<<<<

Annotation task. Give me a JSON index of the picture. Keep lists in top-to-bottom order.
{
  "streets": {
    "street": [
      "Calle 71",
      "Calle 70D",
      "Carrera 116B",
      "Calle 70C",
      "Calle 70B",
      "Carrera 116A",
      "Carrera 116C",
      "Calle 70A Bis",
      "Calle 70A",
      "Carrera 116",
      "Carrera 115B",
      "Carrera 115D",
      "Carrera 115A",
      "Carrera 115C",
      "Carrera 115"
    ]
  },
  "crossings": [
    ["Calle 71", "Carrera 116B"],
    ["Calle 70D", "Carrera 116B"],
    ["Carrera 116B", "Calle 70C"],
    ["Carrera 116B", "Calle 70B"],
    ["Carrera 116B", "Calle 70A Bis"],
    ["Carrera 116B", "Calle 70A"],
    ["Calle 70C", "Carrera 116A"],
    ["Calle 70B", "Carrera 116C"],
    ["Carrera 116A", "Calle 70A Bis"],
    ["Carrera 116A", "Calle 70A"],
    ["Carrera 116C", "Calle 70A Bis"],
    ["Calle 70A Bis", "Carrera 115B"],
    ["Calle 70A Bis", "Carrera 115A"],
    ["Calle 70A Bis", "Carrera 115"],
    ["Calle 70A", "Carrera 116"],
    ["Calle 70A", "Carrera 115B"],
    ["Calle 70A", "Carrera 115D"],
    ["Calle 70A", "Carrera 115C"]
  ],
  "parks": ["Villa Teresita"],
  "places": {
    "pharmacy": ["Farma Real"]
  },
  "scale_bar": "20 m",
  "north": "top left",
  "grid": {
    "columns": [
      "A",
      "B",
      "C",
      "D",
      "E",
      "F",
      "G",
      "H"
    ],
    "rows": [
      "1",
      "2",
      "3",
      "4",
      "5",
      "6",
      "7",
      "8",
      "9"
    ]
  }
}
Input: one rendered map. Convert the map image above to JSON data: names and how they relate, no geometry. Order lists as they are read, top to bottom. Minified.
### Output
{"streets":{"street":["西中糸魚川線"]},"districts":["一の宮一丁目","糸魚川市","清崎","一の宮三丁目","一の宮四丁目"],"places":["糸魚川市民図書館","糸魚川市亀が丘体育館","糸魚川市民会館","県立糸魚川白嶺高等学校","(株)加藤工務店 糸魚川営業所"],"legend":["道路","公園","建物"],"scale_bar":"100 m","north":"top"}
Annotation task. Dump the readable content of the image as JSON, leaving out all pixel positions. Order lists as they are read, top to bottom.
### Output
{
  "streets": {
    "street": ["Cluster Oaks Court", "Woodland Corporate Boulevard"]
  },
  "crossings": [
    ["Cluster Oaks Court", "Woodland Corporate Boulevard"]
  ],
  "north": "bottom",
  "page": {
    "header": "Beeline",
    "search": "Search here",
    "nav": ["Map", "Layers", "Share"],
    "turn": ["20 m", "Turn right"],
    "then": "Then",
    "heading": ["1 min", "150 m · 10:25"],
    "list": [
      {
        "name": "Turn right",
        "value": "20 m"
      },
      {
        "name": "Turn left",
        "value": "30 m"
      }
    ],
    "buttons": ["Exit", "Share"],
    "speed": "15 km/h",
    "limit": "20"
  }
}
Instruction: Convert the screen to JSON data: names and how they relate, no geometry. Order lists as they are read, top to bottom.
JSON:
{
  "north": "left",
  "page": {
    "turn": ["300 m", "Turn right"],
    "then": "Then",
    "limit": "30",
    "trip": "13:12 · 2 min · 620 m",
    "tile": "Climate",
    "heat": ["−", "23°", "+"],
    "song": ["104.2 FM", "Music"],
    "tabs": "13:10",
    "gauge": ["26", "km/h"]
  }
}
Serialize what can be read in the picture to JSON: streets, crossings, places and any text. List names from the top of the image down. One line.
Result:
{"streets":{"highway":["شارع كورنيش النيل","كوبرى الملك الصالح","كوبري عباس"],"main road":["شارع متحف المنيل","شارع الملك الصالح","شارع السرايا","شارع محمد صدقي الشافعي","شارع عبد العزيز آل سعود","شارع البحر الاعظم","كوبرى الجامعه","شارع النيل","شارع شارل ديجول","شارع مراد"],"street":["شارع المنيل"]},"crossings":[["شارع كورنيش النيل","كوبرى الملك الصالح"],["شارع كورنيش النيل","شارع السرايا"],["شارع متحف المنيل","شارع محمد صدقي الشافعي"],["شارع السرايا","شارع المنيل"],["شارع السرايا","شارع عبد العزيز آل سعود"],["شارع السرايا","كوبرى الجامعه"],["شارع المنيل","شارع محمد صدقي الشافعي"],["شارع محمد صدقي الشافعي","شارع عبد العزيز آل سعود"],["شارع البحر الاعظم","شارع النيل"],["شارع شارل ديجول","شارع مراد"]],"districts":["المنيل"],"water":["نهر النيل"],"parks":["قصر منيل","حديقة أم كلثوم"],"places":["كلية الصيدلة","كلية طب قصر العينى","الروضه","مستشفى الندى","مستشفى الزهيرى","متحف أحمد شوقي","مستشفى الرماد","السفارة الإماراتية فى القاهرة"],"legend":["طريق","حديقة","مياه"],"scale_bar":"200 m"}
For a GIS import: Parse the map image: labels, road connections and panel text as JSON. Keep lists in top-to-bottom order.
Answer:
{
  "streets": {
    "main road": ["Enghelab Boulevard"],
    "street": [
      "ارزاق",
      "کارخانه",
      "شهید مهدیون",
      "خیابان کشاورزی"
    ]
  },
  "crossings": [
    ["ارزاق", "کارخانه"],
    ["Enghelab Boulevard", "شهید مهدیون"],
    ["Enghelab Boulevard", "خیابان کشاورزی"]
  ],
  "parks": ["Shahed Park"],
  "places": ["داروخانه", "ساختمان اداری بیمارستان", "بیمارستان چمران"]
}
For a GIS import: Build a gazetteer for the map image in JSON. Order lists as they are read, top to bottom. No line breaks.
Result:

>>>>

## WHAT THE EXERCISE ASKS:
If a line in the records above has the word "data", copy it out.

## THE ANSWER:
Input: one rendered map. Convert the map image above to JSON data: names and how they relate, no geometry. Order lists as they are read, top to bottom. Minified.
Instruction: Convert the screen to JSON data: names and how they relate, no geometry. Order lists as they are read, top to bottom.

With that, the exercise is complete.